■ Input records:

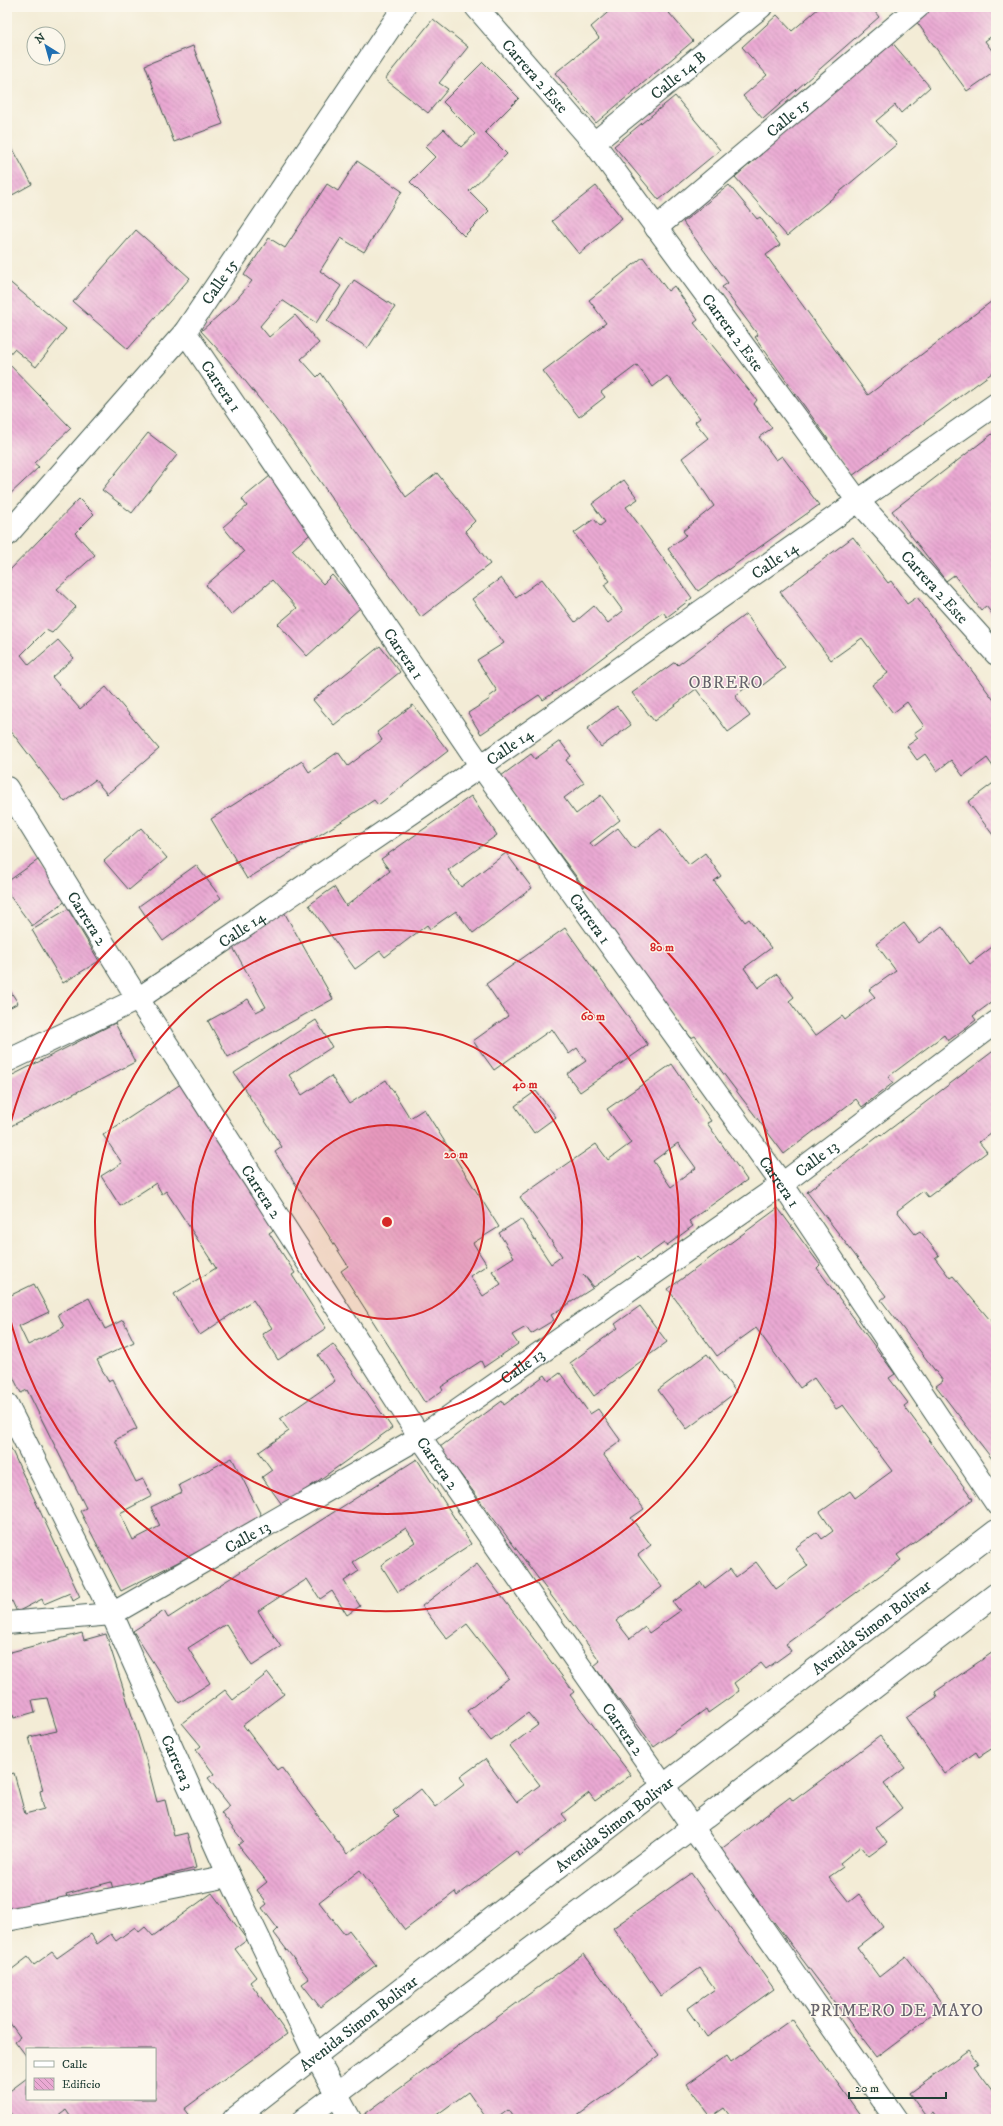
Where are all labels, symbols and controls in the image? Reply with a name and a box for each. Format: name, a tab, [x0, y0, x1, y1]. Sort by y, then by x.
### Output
north arrow	[26, 26, 66, 66]
text: N	[33, 31, 48, 47]
street label: Carrera 2 Este	[497, 35, 573, 118]
street label: Calle 14 B	[647, 47, 710, 104]
street label: Calle 15	[762, 94, 814, 142]
street label: Calle 15	[197, 255, 242, 309]
street label: Carrera 2 Este	[697, 290, 768, 376]
street label: Carrera 1	[196, 357, 245, 416]
street label: Calle 14	[748, 537, 803, 584]
street label: Carrera 2 Este	[896, 546, 973, 628]
street label: Carrera 1	[379, 624, 428, 684]
district label: OBRERO	[688, 672, 764, 694]
street label: Calle 14	[483, 723, 537, 770]
street label: Carrera 2	[63, 888, 111, 949]
street label: Carrera 1	[565, 889, 615, 948]
street label: Calle 14	[215, 906, 270, 952]
text: 80 m	[650, 940, 674, 955]
text: 60 m	[581, 1009, 605, 1024]
text: 40 m	[512, 1077, 537, 1092]
street label: Calle 13	[791, 1136, 842, 1182]
text: 20 m	[444, 1147, 468, 1162]
street label: Carrera 1	[754, 1152, 804, 1211]
street label: Carrera 2	[236, 1161, 286, 1223]
centre of rings	[380, 1215, 394, 1229]
street label: Calle 13	[497, 1344, 548, 1389]
street label: Carrera 2	[412, 1433, 463, 1494]
street label: Calle 13	[221, 1516, 274, 1558]
street label: Avenida Simon Bolivar	[808, 1576, 935, 1679]
street label: Carrera 2	[597, 1699, 648, 1760]
street label: Carrera 3	[156, 1732, 198, 1793]
street label: Avenida Simon Bolivar	[551, 1772, 678, 1877]
street label: Avenida Simon Bolivar	[295, 1971, 422, 2076]
district label: PRIMERO DE MAYO	[810, 2000, 984, 2022]
legend	[26, 2048, 156, 2100]
text: Calle	[62, 2057, 87, 2072]
scale bar	[849, 2074, 946, 2100]
text: Edificio	[62, 2077, 101, 2092]
text: 20 m	[855, 2081, 879, 2096]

■ Exercise description: The answer is a faithful copy of the records above, with the pictures removed.

■ Exercise response:
Where are all labels, symbols and controls in the image? Reply with a name and a box for each. Format: name, a tab, [x0, y0, x1, y1]. Sort by y, then by x.
### Output
north arrow	[26, 26, 66, 66]
text: N	[33, 31, 48, 47]
street label: Carrera 2 Este	[497, 35, 573, 118]
street label: Calle 14 B	[647, 47, 710, 104]
street label: Calle 15	[762, 94, 814, 142]
street label: Calle 15	[197, 255, 242, 309]
street label: Carrera 2 Este	[697, 290, 768, 376]
street label: Carrera 1	[196, 357, 245, 416]
street label: Calle 14	[748, 537, 803, 584]
street label: Carrera 2 Este	[896, 546, 973, 628]
street label: Carrera 1	[379, 624, 428, 684]
district label: OBRERO	[688, 672, 764, 694]
street label: Calle 14	[483, 723, 537, 770]
street label: Carrera 2	[63, 888, 111, 949]
street label: Carrera 1	[565, 889, 615, 948]
street label: Calle 14	[215, 906, 270, 952]
text: 80 m	[650, 940, 674, 955]
text: 60 m	[581, 1009, 605, 1024]
text: 40 m	[512, 1077, 537, 1092]
street label: Calle 13	[791, 1136, 842, 1182]
text: 20 m	[444, 1147, 468, 1162]
street label: Carrera 1	[754, 1152, 804, 1211]
street label: Carrera 2	[236, 1161, 286, 1223]
centre of rings	[380, 1215, 394, 1229]
street label: Calle 13	[497, 1344, 548, 1389]
street label: Carrera 2	[412, 1433, 463, 1494]
street label: Calle 13	[221, 1516, 274, 1558]
street label: Avenida Simon Bolivar	[808, 1576, 935, 1679]
street label: Carrera 2	[597, 1699, 648, 1760]
street label: Carrera 3	[156, 1732, 198, 1793]
street label: Avenida Simon Bolivar	[551, 1772, 678, 1877]
street label: Avenida Simon Bolivar	[295, 1971, 422, 2076]
district label: PRIMERO DE MAYO	[810, 2000, 984, 2022]
legend	[26, 2048, 156, 2100]
text: Calle	[62, 2057, 87, 2072]
scale bar	[849, 2074, 946, 2100]
text: Edificio	[62, 2077, 101, 2092]
text: 20 m	[855, 2081, 879, 2096]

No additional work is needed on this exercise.